Quando Sacchi e os jogadores se fartaram uns dos outros, Berlusconi voltou a demonstrar ter olho e resgatou o treinador das reservas, um tal de Fabio Capello, para dar continuidade ao legado anterior. Entre os dois treinadores o Milan viveu oito anos em que foi, indiscutivelmente, a melhor equipa do mundo. Três titulos continentais, quatro Scudettos, duas Coppa Italia e uma coleção de momentos e jogadores para a posteridade. Depois de um breve interregno, Berlusconi recuperou o seu faro e encontrou em Ancelotti, um treinador desprezado pela Juventus, um digno sucessor dos anteriores, para guiar o seu projecto à sua última etapa dourada. Mas mais do que vencer em campo, Berlusconi desenhou o que se passava fora dele.
Sua foi a primeira ideia de uma Superliga, um torneio que se dividiria em quatro divisões - uma Premier League seguida de três divisões regionais - que substituiria a Taça dos Campeões Europeus, tal como tinha idealizado Hanot anos antes. Depois de ver como Real Madrid e Napoli, campeões dos dois torneios mais importantes da Europa, eram forçados a jogar um contra o outro na primeira eliminatória da Taça dos Campeões de 1988, entendeu que não fazia sentido nenhum que um clube gigante ficasse fora tão cedo da prova mais importante do ano. Graças aos seus protestos a UEFA foi forçada a criar o sistema de coficientes para definir cabeças de serie, até então inexistente.
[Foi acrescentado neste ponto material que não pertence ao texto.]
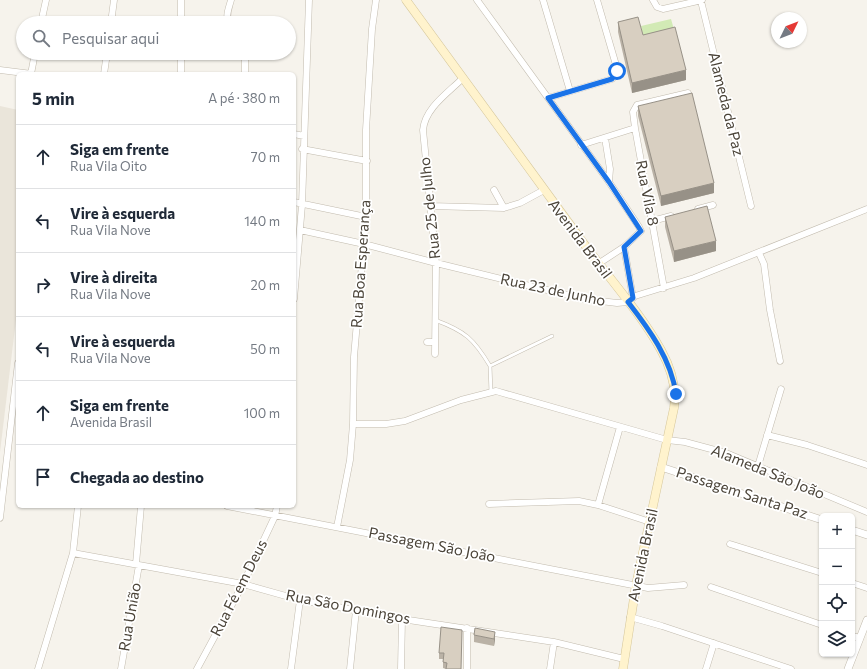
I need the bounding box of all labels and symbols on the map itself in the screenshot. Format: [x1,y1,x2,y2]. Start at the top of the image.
north arrow [771,12,807,48]
street label: Alameda da Paz [705,50,749,158]
route start [608,62,626,80]
street label: Rua 25 de Julho [415,156,443,260]
street label: Rua Vila 8 [633,158,663,227]
street label: Avenida Brasil [545,195,617,282]
street label: Rua Boa Esperança [347,199,373,329]
street label: Rua 23 de Junho [499,269,608,309]
route end [667,385,685,403]
street label: Alameda São João [709,440,828,502]
street label: Passagem Santa Paz [674,462,810,522]
street label: Avenida Brasil [623,507,661,603]
street label: Passagem São João [367,523,497,565]
street label: Rua Fé em Deus [206,536,270,639]
street label: Rua União [114,581,144,652]
street label: Rua São Domingos [284,585,412,627]

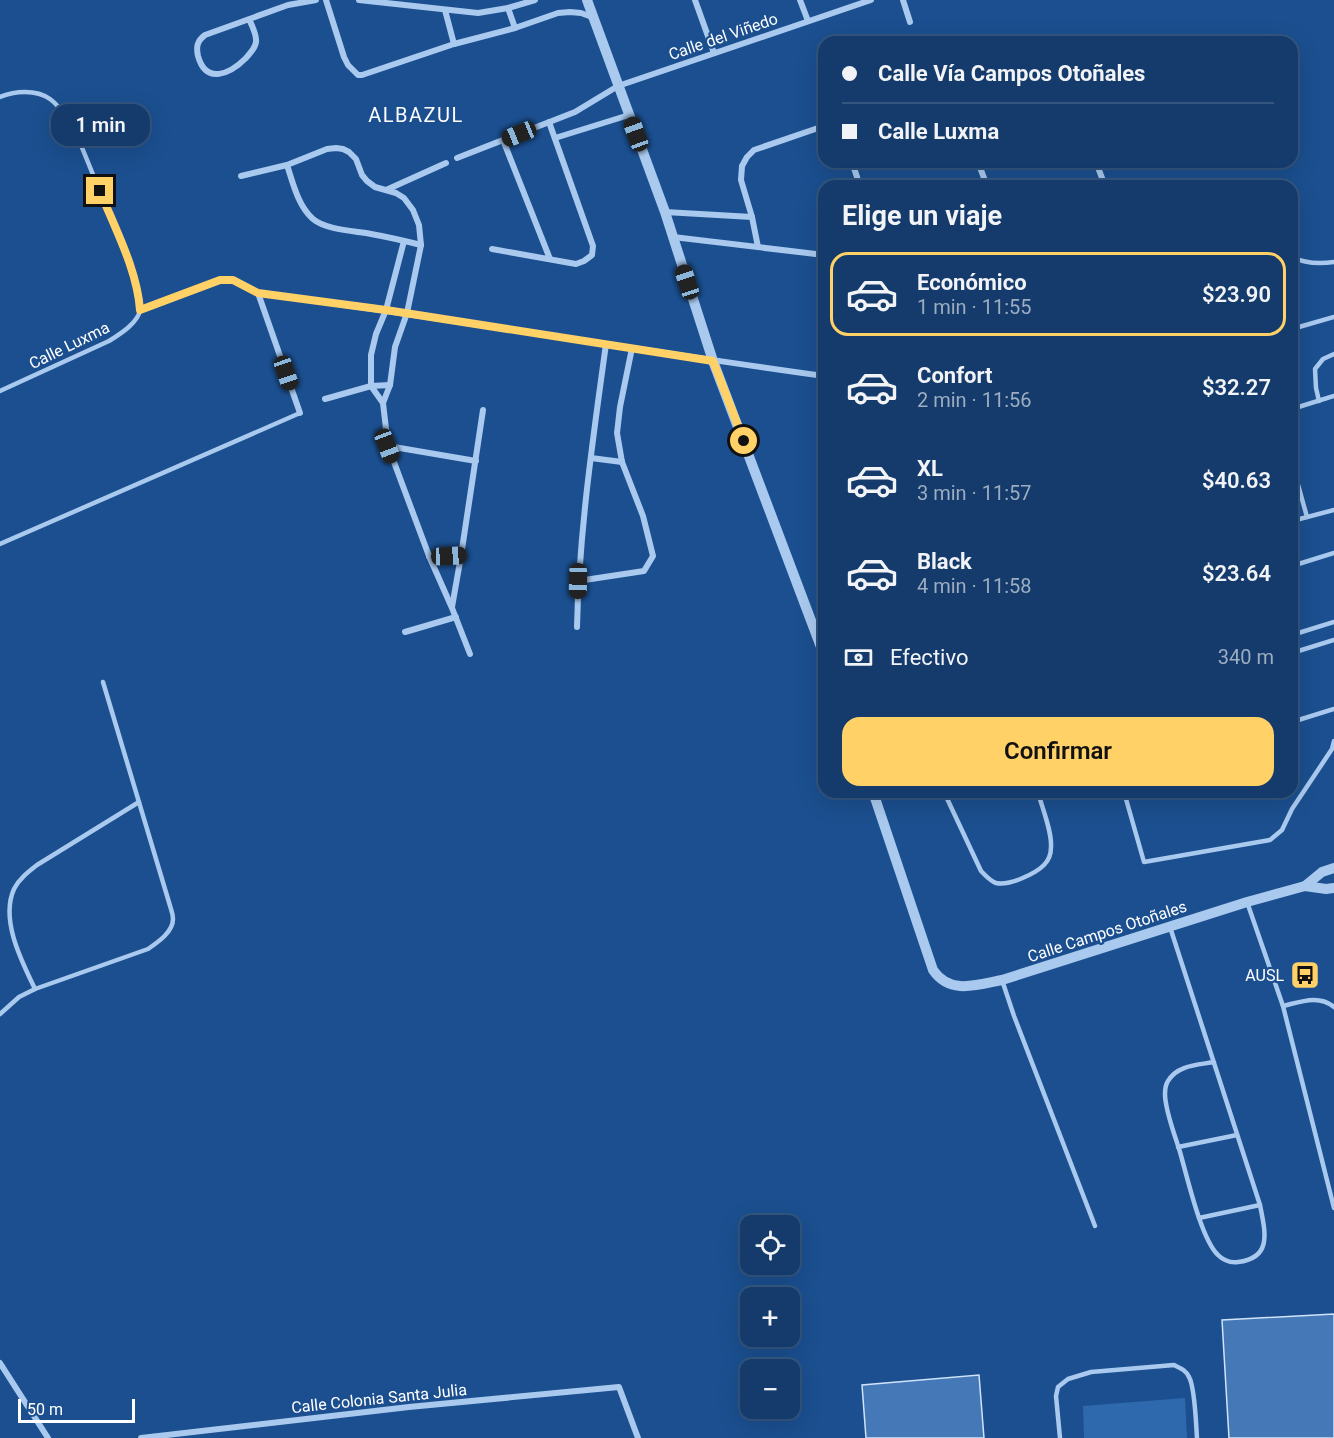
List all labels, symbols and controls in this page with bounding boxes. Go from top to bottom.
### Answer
street label: Calle del Viñedo [666,9,780,64]
text: Calle Vía Campos Otoñales [878,61,1145,86]
district label: ALBAZUL [368,103,464,127]
callout: 1 min [51,104,150,146]
text: 1 min [75,113,126,137]
car [621,114,651,154]
car [499,119,539,149]
text: Calle Luxma [878,119,999,144]
route end [86,177,113,204]
text: Elige un viaje [842,200,1002,232]
car [673,262,701,302]
icon: car [845,267,899,321]
text: Económico [917,270,1027,295]
text: $23.90 [1202,282,1271,307]
text: 1 min · 11:55 [917,295,1032,319]
street label: Calle Luxma [26,318,113,373]
car [272,353,300,393]
icon: car [845,360,899,414]
text: Confort [917,363,992,388]
text: $32.27 [1202,375,1271,400]
text: 2 min · 11:56 [917,388,1032,412]
car [372,426,402,466]
route start [730,427,757,454]
icon: car [845,453,899,507]
text: XL [917,456,943,481]
text: $40.63 [1202,468,1271,493]
text: 3 min · 11:57 [917,481,1032,505]
car [431,546,467,566]
icon: car [845,546,899,600]
text: Black [917,549,972,574]
text: $23.64 [1202,561,1271,586]
car [569,563,587,599]
text: 4 min · 11:58 [917,574,1032,598]
icon: cash [842,641,875,674]
text: Efectivo [890,645,968,670]
text: 340 m [1218,645,1274,669]
button: Confirmar [842,717,1274,786]
street label: Calle Campos Otoñales [1025,897,1189,966]
bus stop icon: AUSL [1289,959,1321,991]
place label: AUSL [1245,966,1284,985]
map controls [740,1215,800,1419]
button: locate [740,1215,800,1275]
button: + [740,1287,800,1347]
button: − [740,1359,800,1419]
street label: Calle Colonia Santa Julia [290,1380,468,1417]
scale bar [18,1396,135,1424]
text: 50 m [27,1400,63,1419]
A Superliga não avançou tal como Berlusconi pretendia mas grande parte das suas ideias foram apoiadas por outros Presidentes, como Ramon Mendoza do Real Madrid, e serviram de base para a Champions League, um projecto que tinha tanto de futebol como de publicidade e televisão, as duas áreas que Berlusconi conhecia melhor do que ninguém. Foi também graças a pressões do magnate que a UEFA acabou por ceder e foi permitindo ampliar as vagas por países, a única forma que Berlusconi tinha de garantir que o seu Milan competiria sempre na prova, independentemente de vencer ou não o Scudetto.
Paralelamente, Berlusconi foi o primeiro dono de um clube a acreditar na ideia dos super-planteis, tão de moda hoje em dia. Quando ainda só se permitiam jogar três futebolistas estrangeiros, Berlusconi montou uma constelação de estrelas que oferecia ao treinador de então, Fabio Capello, uma lista infinita de jogadores de sonho, fossem eles van Basten, Rijkaard, Gullit, Papin, Savicevic, Boban ou Brian Laudrup. O plantel do Milan da temporada 1992/93 ainda é, hoje em dia, talvez o mais forte da história. Essa decisão abriu os olhos a outros clubes e ajudou a aumentar as pressões sobre as federações sobre a decisão de abolir o limite de jogador estrangeiros, que tomou forma em 1995. Para cumprir com a normativa comunitária, o limite passou a ser apenas para jogadores nascidos fora do espaço ocupado pelos países da União Europeia. Berlusconi foi também o primeiro presidente a aproveitar-se da lei Bosman, entendendo antes que todos que o poder de negociação tinha mudado e os jogadores tinham agora uma palavra a dizer. Derrotado em campo pelo Ajax, venceu-o nas mesas de negociação convencendo Edgard Davids - e mais tarde Reiziger e Kluivert - a sairem de Amsterdão a custo zero para vestir a camisola dos rossoneri.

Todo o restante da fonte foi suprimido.